Monday, January 25, 2010
This is about American rather than French politics, but I recommend to French readers this article about the state of affairs in the United States by my friend Jacques Mistral. I share his pessimism.
Here's what promises to be an hour of compelling television: first Sarko fields some softball questions from the charming Laurence Ferrari, then he sits down for a little back-and-forth with hand-picked representatives of "the people." As I said a couple of posts back, it's the hour of populism, and something must replace the Proglio affair in the headlines. Thursday will be a big day: the Clearstream verdict will be announced, and either Villepin will be ready for that butcher's hook or he will come roaring out of the Palais de Justice ready to stake his claim to the presidency. À suivre.

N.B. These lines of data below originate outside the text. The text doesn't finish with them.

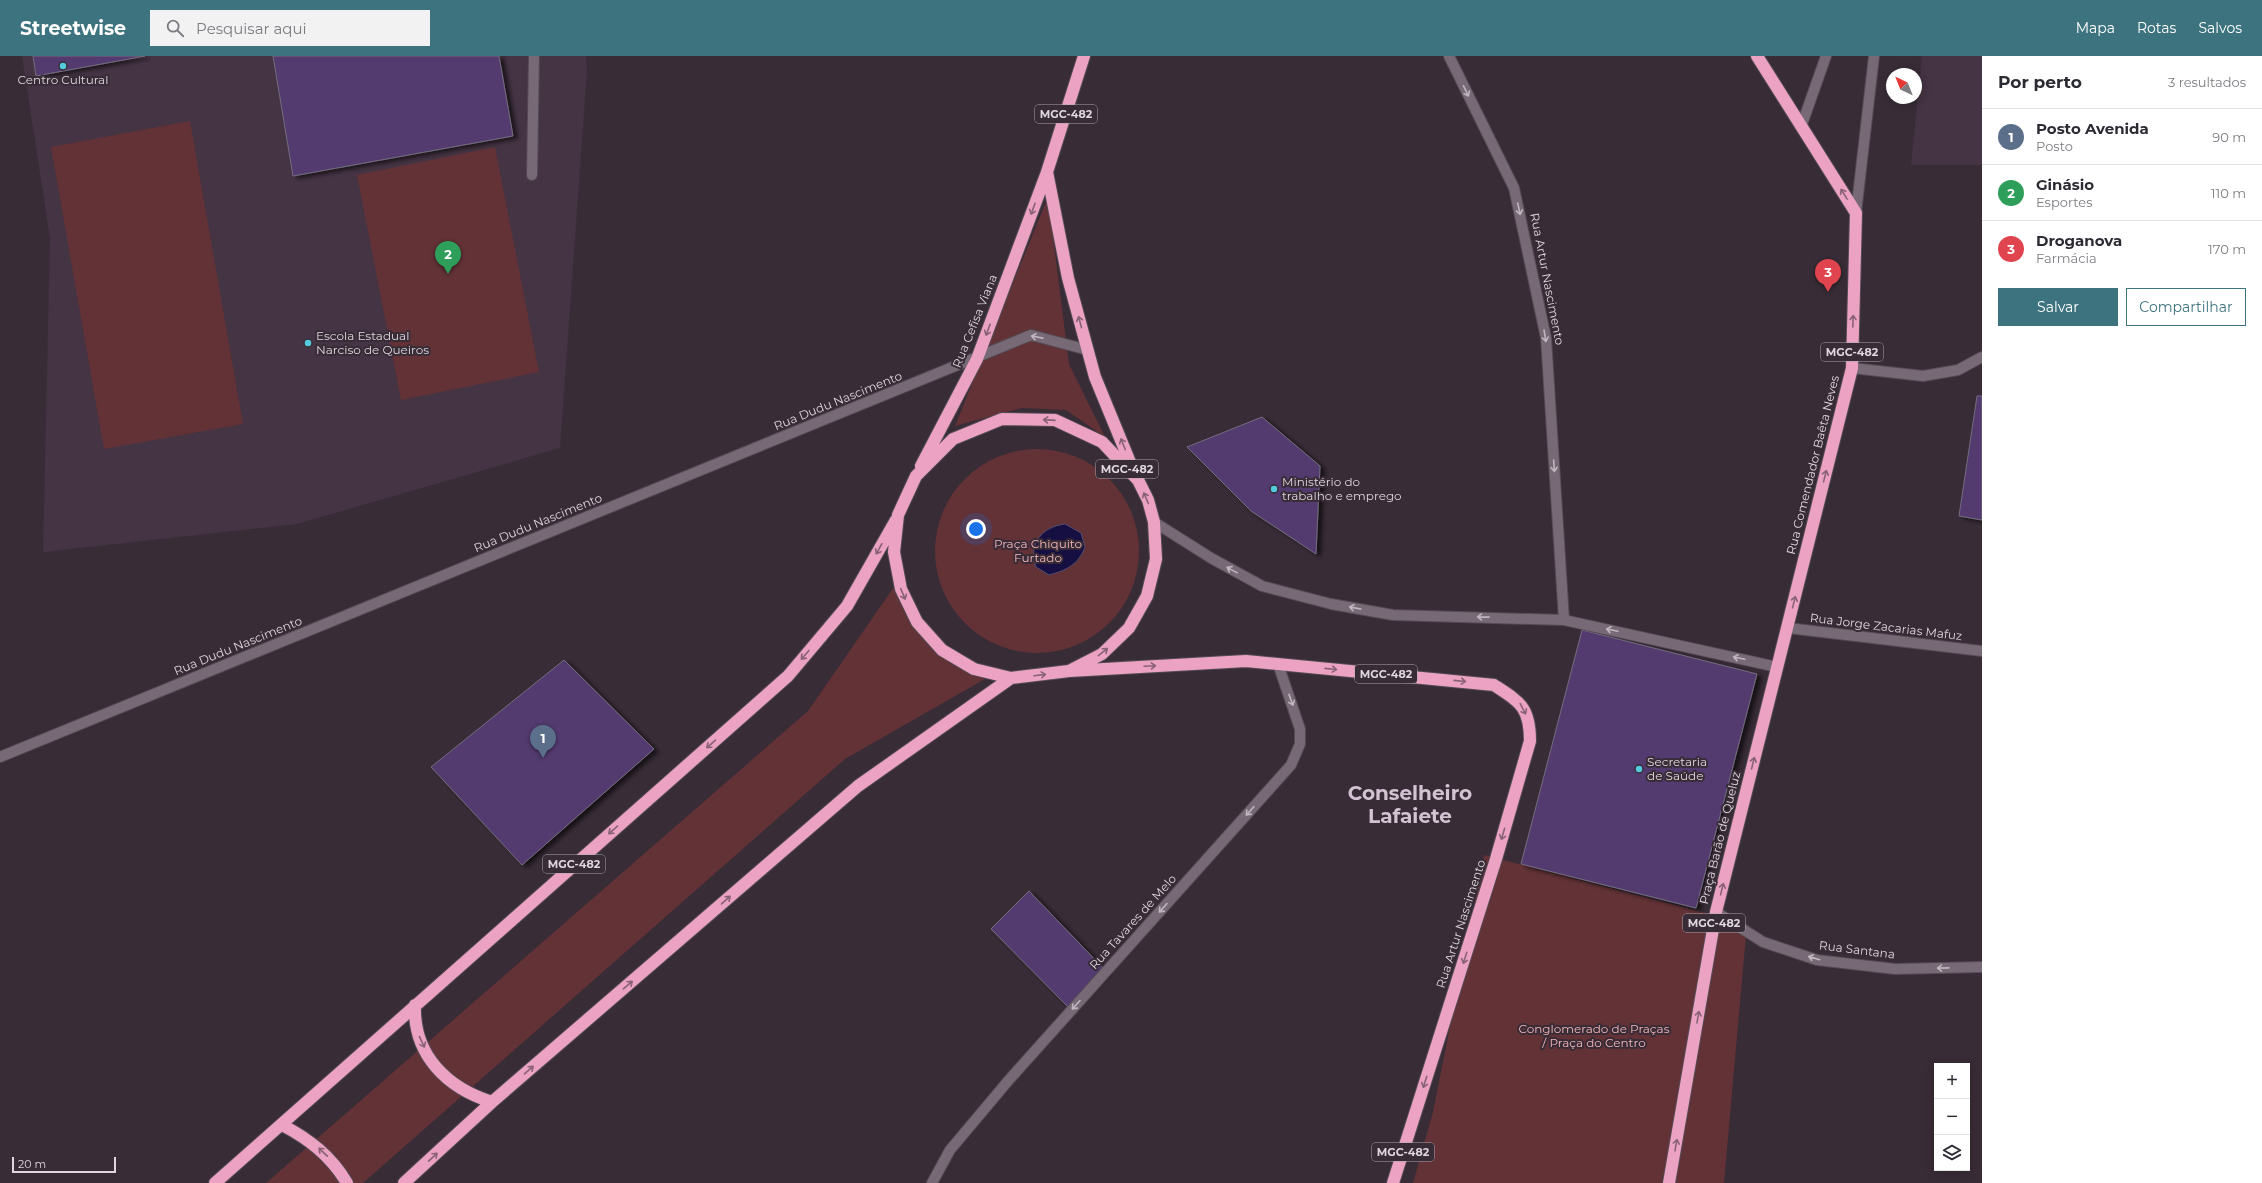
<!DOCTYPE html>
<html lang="pt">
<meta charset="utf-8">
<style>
body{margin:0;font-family:Montserrat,sans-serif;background:#f2f2f3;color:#2b2b33}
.controls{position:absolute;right:12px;bottom:12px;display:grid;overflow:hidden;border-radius:0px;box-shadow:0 2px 10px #0003}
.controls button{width:36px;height:36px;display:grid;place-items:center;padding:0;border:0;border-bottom:1px solid #e1e1e2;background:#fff;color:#2b2b33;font:20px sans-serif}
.compass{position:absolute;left:1886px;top:12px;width:36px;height:36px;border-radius:50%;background:#fff;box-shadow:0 2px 10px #0003;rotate:317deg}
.scale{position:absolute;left:12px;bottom:10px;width:104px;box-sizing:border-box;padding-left:4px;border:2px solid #dfd7de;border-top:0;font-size:11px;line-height:14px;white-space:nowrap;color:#dfd7de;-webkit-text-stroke:3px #382c37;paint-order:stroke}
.you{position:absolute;left:976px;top:473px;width:14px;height:14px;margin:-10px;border:3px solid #fff;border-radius:50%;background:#1a73e8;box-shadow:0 0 0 6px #1a73e833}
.badge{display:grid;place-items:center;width:26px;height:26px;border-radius:50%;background:#3d737f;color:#fff;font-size:13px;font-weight:700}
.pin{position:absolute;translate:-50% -33px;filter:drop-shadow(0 1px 2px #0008)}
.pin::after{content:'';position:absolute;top:21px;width:14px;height:12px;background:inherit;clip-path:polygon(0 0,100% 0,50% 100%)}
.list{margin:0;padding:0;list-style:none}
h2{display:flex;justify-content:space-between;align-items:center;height:52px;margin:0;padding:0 16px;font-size:17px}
h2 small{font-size:13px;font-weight:400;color:#7c7c81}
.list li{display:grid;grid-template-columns:26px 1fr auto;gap:12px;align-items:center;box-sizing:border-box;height:56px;padding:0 16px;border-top:1px solid #e1e1e2}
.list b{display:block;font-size:15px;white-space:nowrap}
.list p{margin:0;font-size:13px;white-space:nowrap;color:#7c7c81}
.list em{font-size:13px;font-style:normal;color:#7c7c81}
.actions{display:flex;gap:8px;padding:12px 16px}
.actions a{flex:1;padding:9px 0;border:1px solid #3d737f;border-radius:0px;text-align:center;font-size:14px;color:#3d737f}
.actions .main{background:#3d737f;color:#fff}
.icon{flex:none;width:22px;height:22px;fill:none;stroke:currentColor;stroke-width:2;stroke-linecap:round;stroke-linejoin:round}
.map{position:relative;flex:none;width:1982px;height:1127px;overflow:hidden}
header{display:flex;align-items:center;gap:24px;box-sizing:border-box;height:56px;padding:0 20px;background:#3d737f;color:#fff}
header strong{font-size:19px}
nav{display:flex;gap:22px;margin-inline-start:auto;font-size:14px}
.search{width:280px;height:36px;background:#f2f2f3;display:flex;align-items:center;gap:10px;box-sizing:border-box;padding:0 14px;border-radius:0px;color:#7c7c81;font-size:15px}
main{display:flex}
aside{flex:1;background:#fff}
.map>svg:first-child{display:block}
.built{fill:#453444}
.green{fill:#623236}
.water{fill:#150f42;stroke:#524b71}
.building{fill:#533a70;stroke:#746d7e;filter:url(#shadow)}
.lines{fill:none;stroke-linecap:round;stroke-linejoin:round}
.minor-casing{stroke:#554b54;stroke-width:12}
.highway-casing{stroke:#554b54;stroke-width:14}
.minor{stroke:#776976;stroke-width:10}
.highway{stroke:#eca3c3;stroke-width:12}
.oneway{stroke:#c0b6bf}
.oneway2{stroke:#896276}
.poi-dot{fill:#54cadd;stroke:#382c37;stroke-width:1.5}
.labels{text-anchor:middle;stroke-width:4;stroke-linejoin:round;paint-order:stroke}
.shield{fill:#382c37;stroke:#ada4ac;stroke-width:1}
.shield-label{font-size:11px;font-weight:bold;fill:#dfd7de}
.poi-label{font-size:12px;fill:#dfd7de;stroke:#382c37;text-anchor:start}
.street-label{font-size:12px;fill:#dfd7de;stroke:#382c37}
.park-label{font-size:12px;fill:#f3b5b8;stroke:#382c37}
.town-label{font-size:20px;font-weight:bold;fill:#d3c3d2;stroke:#382c37}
</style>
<header>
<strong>Streetwise</strong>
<div class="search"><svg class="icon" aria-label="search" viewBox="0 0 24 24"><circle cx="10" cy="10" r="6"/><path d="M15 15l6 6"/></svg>Pesquisar aqui</div>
<nav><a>Mapa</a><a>Rotas</a><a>Salvos</a></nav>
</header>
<main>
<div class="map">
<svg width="1982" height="1127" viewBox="0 0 1982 1127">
<defs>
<filter id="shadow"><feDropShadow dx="4.5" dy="2.5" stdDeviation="2" flood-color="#0009"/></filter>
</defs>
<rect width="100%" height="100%" fill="#382c37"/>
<!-- built -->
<path class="built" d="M22,0H586L587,15L560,392L297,468L43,496L50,182Z
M1922,0H1982V109H1911Z"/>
<!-- green -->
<path class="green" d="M190,65L243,368L104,393L51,91Z
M495,91L539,316L401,344L357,119Z
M1048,141L1069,308L1105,381L1066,354L1022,352L955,370Z
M935 495a102 102 0 1 1 204 0a102 102 0 1 1-204 0Z
M896,528L912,571L950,607L985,623L845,703L363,1127H266L808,655Z
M1484,799L1747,868L1724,1127H1413L1433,1056Z"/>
<!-- water -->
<path class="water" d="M1065,468L1081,477L1085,491C1078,509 1067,514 1049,519L1036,511C1028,487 1042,471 1065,468Z"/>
<!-- building -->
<path class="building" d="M33,0H145L36,20Z
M273,0H499L513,80L293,120Z
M1977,340H1982V464L1959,460Z
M1262,361L1320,410L1316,498L1251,455L1187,391Z
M1582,574L1757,618L1696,852L1521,808Z
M564,604L654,693L522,809L431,711Z
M1029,835L1106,915L1069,952L991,873Z"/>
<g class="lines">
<!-- minor casing -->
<g class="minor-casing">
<path id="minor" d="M1449,0L1514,132L1546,282L1564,564
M1801,71L1826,0
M532,119L534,0
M1856,157L1874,0
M1852,312L1923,320L1958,314L1982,301
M1154,466L1211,502L1262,530L1331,548L1393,559L1564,564L1777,611
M1788,572L1982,595
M0,701L1031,279L1088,294
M1716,856L1763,886L1817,904L1895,913L1982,911
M932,1127L950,1094L1008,1025L1291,709L1300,688V673L1278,608"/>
</g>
<!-- highway casing -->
<g class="highway-casing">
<path id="highway" d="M1047,116L1068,222L1095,321L1134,416
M921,410L977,303L1047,116L1084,0
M1069,615L1102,598L1129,572L1147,540L1156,503L1154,466L1148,444L1138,424L1102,386L1055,364L1002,363L953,383L916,420L898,459L894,496L901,533L917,566L942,594L974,613L1011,622L1069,615L1246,605L1494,629C1520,646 1530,651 1530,685L1496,803L1393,1127
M415,949C413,999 447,1032 492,1046
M282,1069C309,1083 331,1100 347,1127
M215,1127L788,620L847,550L896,464
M404,1127L492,1046L858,730L1011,622
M1669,1127L1716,856L1852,312L1856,157L1757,0"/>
</g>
<!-- minor -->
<use href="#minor" class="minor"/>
<!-- highway -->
<use href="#highway" class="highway"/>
</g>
<!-- one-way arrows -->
<defs><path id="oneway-shaft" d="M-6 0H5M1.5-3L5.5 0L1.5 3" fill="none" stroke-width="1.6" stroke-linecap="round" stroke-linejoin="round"/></defs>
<g class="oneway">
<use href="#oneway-shaft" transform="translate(1466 35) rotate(64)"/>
<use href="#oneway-shaft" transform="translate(1519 153) rotate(78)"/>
<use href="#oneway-shaft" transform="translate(1545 280) rotate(81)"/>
<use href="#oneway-shaft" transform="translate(1037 281) rotate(-169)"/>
<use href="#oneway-shaft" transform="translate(1554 410) rotate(86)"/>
<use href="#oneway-shaft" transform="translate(1232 514) rotate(-151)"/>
<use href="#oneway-shaft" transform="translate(1355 552) rotate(-170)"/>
<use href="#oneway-shaft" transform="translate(1483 561) rotate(-179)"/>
<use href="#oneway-shaft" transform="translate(1612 574) rotate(-168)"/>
<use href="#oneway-shaft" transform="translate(1739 602) rotate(-168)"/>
<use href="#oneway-shaft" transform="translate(1291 644) rotate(70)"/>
<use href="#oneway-shaft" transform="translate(1250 755) rotate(132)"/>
<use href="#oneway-shaft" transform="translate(1163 852) rotate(132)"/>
<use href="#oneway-shaft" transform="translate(1814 902) rotate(-164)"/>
<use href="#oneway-shaft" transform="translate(1943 912) rotate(179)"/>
<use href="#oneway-shaft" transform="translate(1076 949) rotate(132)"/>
</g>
<g class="oneway2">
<use href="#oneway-shaft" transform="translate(1844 138) rotate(-122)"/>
<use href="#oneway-shaft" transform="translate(1033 153) rotate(110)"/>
<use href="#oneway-shaft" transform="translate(1853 265) rotate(-88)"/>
<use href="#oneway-shaft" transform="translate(1080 266) rotate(-105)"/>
<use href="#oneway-shaft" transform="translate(988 274) rotate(110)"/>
<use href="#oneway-shaft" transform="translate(1049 364) rotate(-176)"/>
<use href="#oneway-shaft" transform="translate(1123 388) rotate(-112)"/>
<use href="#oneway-shaft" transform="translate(1825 420) rotate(-76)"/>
<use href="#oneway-shaft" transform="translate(1146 442) rotate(-113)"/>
<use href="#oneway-shaft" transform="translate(879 493) rotate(119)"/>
<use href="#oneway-shaft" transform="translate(903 538) rotate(67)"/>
<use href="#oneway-shaft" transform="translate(1794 546) rotate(-76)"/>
<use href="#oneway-shaft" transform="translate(1103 596) rotate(-38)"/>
<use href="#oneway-shaft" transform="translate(805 599) rotate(131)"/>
<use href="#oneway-shaft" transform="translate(1150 610) rotate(-3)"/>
<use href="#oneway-shaft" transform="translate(1331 613) rotate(6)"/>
<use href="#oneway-shaft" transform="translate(1040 619) rotate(-7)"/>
<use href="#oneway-shaft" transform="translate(1460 625) rotate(6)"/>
<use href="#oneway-shaft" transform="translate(1523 653) rotate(62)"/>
<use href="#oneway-shaft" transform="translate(711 688) rotate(139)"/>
<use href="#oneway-shaft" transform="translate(1753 707) rotate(-76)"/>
<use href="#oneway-shaft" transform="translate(613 774) rotate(139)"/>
<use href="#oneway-shaft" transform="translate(1503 778) rotate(106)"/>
<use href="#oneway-shaft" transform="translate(1722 833) rotate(-76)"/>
<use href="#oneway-shaft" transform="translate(726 844) rotate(-41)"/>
<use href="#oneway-shaft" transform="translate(1465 902) rotate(108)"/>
<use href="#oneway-shaft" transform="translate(628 929) rotate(-41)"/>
<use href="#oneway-shaft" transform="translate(1698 961) rotate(-80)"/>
<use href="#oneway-shaft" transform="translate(422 986) rotate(65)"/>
<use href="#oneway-shaft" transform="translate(529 1014) rotate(-41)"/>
<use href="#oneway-shaft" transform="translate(1425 1026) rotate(108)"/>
<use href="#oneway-shaft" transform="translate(1676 1089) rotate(-80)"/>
<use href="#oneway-shaft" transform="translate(323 1096) rotate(-137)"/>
<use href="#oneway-shaft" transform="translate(433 1101) rotate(-43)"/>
</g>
<!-- markers -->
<g class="poi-dot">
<circle cx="63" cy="10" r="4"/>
<circle cx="308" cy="287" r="4"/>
<circle cx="1274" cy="433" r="4"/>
<circle cx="1639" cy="713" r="4"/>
</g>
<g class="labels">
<!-- shield labels -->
<g class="shield">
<rect x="1035" y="49" width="62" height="18" rx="3"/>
<rect x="1821" y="287" width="62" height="18" rx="3"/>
<rect x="1096" y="404" width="62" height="18" rx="3"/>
<rect x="1355" y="609" width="62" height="18" rx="3"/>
<rect x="543" y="799" width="62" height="18" rx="3"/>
<rect x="1683" y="858" width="62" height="18" rx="3"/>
<rect x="1372" y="1087" width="62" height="18" rx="3"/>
</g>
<g class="shield-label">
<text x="1066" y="62">MGC-482</text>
<text x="1852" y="300">MGC-482</text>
<text x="1127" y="417">MGC-482</text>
<text x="1386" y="622">MGC-482</text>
<text x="574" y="812">MGC-482</text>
<text x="1714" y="871">MGC-482</text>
<text x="1403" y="1100">MGC-482</text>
</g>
<!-- poi labels -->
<g class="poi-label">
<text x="63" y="28" text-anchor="middle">Centro Cultural</text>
<text x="316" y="284">Escola Estadual<tspan x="316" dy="14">Narciso de Queiros</tspan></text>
<text x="1282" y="430">Ministério do<tspan x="1282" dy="14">trabalho e emprego</tspan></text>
<text x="1647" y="710">Secretaria<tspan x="1647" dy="14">de Saúde</tspan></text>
</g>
<!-- street labels -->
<g class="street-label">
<text transform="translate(1547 223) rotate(79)" y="4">Rua Artur Nascimento</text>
<text transform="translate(975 265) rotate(-68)" y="4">Rua Cefisa Viana</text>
<text transform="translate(838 345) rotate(-22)" y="4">Rua Dudu Nascimento</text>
<text transform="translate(1813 409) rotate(-76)" y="4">Rua Comendador Baêta Neves</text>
<text transform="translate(538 467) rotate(-22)" y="4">Rua Dudu Nascimento</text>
<text transform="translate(1886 571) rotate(7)" y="4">Rua Jorge Zacarias Mafuz</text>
<text transform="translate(238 590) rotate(-22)" y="4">Rua Dudu Nascimento</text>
<text transform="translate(1720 782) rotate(-76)" y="4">Praça Barão de Queluz</text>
<text transform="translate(1133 866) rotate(-48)" y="4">Rua Tavares de Melo</text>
<text transform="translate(1461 868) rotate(-72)" y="4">Rua Artur Nascimento</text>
<text transform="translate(1857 894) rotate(7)" y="4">Rua Santana</text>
</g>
<!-- park labels -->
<g class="park-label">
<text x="1038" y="492">Praça Chiquito<tspan x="1038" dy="14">Furtado</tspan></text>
<text x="1594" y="977">Conglomerado de Praças<tspan x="1594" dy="14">/ Praça do Centro</tspan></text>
</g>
<!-- town labels -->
<g class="town-label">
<text x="1410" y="744">Conselheiro<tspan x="1410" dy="23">Lafaiete</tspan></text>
</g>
</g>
</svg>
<div class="controls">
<button>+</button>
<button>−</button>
<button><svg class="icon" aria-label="layers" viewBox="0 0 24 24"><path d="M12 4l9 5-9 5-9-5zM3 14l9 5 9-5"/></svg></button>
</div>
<svg class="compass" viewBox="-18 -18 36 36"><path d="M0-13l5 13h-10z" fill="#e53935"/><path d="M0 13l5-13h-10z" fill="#7c7c81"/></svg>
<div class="scale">20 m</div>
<div class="you"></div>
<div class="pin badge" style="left:543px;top:702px;background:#5c6f8a">1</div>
<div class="pin badge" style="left:448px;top:218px;background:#2e9e5b">2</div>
<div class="pin badge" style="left:1828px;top:236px;background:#e0444e">3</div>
</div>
<aside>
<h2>Por perto<small>3 resultados</small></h2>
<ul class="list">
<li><span class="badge" style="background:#5c6f8a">1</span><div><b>Posto Avenida</b><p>Posto</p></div><em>90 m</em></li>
<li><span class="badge" style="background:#2e9e5b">2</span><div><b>Ginásio</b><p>Esportes</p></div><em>110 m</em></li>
<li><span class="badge" style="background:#e0444e">3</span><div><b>Droganova</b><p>Farmácia</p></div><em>170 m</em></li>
</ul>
<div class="actions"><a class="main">Salvar</a><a>Compartilhar</a></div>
</aside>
</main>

If Sarkozy is the "omnipresident," then Jean-François Copé is the "omni-heir apparent." He flaunts his ambition as though it were the chief qualification for the job--and this could be the definition of chutzpah. A biography has appeared, and the story of his life is excerpted here. Interesting reading
Henri Proglio has now renounced his Veolia salary but will remain as chairman of the board. But the opposition smells blood and is pressing its point home, and Christine Lagarde said last not that this situation will not last. So the question now is what will become of Proglio's "retraite chapeau," or supplementary retirement, from Veolia, which is valued at between 13 and 20 million euros? The whole notion of la retraite chapeau (the legalities of which are explained here) comes up at an awkward time for the government, as it is about to enter negotiations with the unions on raising the retirement age, in which it has just received a fillip from Martine Aubry, who has recognized the need for such an increase in the name of the Socialists. But here is the government, bending over backwards to save Proglio's golden retirement bonus, while insisting on the need for higher contributions from workers to preserve their retirement benefits. To be sure, there is no logical link between the two situations, but the emotional resonance is clear. As "populism" has become the label for the political turn in the US, so it may be in Europe, where favoring the wealthy and squeezing the less wealthy is as unlikely to please the many as it has proved in the United States. The only question is which unions and above all which political parties will be the first to exploit the opportunity.